**ASSIGNED TASK**.
From the records, return each line that has the word "nowrap" in it.

**GIVEN RECORDS**.
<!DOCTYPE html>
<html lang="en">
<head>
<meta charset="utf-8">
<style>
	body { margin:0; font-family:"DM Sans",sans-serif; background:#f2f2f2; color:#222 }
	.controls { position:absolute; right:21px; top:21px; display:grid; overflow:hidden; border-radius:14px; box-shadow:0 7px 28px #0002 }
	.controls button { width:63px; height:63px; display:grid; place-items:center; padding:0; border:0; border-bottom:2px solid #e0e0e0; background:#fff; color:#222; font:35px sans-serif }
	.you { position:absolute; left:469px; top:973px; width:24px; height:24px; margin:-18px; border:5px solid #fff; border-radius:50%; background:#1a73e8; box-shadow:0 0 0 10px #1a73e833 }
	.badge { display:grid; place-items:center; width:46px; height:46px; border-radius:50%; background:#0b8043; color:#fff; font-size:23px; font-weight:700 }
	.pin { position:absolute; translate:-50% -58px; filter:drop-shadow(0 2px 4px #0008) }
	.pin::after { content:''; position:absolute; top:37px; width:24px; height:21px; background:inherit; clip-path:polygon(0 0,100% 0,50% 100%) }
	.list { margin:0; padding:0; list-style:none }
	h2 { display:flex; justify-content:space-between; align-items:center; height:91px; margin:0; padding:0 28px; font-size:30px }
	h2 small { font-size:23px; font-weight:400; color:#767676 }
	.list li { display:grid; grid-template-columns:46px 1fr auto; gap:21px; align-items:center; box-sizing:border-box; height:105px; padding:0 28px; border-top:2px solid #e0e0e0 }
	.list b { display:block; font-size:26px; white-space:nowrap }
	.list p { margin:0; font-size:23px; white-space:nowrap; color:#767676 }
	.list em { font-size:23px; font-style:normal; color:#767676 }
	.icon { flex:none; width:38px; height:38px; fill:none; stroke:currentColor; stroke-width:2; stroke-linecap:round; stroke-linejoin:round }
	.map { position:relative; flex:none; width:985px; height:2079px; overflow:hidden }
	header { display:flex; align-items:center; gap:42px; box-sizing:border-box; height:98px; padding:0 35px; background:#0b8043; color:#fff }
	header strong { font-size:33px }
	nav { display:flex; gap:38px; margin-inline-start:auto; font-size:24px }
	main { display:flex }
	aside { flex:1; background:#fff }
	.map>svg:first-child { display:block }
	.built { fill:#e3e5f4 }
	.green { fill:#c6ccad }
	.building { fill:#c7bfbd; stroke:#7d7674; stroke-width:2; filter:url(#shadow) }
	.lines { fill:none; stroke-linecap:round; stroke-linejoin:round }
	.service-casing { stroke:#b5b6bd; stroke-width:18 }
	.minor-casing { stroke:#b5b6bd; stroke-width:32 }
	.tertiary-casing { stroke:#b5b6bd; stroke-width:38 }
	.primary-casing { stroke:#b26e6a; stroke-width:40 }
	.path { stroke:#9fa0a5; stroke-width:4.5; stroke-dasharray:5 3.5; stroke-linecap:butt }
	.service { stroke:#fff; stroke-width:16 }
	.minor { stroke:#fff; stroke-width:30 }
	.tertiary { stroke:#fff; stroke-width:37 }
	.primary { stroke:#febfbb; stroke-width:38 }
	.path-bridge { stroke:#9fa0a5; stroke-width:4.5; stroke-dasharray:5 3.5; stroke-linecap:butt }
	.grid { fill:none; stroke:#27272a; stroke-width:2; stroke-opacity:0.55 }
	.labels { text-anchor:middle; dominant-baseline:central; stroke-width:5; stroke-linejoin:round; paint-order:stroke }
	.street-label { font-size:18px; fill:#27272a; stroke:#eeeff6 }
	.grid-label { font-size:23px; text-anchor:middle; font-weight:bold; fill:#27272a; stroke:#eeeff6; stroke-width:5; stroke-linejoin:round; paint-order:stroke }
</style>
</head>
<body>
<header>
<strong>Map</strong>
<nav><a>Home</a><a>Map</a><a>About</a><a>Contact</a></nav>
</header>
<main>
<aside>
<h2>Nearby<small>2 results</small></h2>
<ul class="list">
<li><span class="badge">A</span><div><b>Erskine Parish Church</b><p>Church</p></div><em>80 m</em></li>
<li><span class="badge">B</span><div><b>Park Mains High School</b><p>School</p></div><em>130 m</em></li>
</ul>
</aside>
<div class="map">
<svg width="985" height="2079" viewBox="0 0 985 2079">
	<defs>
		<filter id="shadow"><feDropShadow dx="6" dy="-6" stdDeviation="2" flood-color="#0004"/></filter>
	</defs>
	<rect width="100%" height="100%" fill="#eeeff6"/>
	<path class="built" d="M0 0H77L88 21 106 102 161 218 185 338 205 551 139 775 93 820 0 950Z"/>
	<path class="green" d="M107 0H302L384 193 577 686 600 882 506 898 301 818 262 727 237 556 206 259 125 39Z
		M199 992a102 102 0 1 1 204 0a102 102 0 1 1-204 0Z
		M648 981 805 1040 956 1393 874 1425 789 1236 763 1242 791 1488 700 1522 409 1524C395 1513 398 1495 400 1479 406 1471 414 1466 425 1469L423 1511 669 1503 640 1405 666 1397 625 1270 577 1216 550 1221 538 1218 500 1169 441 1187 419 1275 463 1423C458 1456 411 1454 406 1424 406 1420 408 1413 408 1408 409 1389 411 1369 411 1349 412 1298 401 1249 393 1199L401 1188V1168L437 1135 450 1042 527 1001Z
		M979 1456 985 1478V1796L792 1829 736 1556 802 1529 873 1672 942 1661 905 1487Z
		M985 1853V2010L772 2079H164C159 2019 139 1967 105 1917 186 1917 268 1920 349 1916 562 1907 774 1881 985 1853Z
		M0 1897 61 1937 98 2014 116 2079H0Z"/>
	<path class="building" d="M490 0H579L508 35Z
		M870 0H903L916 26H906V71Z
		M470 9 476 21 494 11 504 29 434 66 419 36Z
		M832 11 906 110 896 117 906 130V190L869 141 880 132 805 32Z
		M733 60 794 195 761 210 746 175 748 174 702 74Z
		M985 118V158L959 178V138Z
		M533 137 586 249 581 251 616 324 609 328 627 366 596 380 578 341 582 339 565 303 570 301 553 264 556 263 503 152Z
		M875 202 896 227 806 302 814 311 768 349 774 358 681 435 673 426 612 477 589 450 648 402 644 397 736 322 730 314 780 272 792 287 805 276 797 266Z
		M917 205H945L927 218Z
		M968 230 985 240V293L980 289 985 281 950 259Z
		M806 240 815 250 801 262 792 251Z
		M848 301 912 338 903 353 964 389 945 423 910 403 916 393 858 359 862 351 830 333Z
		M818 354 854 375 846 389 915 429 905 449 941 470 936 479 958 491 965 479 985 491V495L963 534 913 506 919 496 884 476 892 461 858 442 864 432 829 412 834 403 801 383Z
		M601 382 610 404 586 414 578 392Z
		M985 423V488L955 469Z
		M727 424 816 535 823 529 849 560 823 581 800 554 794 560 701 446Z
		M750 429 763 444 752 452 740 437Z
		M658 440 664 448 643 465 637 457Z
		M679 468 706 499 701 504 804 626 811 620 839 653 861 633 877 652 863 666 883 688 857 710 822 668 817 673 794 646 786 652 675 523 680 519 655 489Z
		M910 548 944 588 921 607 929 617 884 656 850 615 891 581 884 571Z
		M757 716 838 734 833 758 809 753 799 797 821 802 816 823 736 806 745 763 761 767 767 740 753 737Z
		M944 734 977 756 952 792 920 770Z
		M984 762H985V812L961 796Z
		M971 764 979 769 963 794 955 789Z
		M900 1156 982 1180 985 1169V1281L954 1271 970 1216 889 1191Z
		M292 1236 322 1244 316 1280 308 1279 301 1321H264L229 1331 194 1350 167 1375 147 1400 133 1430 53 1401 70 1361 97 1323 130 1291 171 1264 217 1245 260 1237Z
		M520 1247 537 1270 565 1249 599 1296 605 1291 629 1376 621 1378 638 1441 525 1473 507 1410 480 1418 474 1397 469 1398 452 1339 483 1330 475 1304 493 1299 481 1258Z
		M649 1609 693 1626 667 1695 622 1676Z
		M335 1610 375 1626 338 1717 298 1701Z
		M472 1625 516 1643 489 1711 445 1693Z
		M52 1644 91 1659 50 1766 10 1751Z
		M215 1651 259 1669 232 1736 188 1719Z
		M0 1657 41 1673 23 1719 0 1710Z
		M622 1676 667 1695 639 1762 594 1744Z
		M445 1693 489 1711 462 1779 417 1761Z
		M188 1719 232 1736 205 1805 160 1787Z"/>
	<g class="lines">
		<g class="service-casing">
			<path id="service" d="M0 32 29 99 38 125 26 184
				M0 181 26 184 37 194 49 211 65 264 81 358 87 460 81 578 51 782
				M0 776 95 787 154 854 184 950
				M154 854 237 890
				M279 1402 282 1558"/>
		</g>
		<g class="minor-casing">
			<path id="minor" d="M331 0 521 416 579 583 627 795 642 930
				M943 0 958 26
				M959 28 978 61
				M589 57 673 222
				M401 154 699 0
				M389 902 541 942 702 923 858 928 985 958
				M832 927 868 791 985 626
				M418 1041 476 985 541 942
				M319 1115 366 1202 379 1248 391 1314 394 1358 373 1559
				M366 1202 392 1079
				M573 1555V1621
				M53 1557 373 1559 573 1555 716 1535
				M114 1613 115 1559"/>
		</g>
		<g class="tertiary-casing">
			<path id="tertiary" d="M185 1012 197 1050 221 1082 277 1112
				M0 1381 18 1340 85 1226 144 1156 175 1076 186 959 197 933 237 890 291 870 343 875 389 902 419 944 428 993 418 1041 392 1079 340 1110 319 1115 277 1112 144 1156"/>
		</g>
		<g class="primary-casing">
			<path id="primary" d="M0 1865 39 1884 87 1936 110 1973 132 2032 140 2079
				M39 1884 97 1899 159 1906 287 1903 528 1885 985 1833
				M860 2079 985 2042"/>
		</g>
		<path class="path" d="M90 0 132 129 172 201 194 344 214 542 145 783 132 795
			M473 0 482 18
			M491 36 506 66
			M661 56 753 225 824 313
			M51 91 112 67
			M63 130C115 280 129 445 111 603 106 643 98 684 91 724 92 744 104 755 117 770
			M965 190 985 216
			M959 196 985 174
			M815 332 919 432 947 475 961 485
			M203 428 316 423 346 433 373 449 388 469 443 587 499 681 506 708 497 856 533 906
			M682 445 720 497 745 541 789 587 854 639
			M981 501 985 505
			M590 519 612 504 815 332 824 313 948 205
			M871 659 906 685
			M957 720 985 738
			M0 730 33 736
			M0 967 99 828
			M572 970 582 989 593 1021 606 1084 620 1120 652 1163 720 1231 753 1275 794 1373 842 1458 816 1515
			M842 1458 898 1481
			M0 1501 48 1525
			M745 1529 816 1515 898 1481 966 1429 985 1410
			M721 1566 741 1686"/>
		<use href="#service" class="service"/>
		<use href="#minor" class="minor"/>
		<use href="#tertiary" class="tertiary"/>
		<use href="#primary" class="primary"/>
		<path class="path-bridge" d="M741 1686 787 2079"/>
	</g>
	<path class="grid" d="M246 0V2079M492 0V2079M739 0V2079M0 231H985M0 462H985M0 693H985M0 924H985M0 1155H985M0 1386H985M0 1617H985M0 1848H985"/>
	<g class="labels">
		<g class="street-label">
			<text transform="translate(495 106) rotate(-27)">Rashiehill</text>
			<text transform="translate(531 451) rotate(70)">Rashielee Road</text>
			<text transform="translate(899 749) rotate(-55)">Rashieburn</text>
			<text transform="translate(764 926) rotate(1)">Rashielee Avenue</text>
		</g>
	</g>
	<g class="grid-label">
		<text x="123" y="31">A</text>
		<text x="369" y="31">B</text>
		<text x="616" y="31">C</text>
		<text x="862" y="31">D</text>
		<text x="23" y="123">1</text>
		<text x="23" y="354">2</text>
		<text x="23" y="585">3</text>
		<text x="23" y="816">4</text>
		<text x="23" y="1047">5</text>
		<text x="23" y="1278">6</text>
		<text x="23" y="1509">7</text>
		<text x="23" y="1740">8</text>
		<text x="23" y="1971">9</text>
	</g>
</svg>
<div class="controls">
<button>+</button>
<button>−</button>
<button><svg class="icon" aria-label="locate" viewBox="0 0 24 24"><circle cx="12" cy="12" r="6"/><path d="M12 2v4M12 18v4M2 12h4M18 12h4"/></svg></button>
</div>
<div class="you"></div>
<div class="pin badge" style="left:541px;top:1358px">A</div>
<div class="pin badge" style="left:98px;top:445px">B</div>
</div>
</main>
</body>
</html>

**TASK RESULT**.
	.list b { display:block; font-size:26px; white-space:nowrap }
	.list p { margin:0; font-size:23px; white-space:nowrap; color:#767676 }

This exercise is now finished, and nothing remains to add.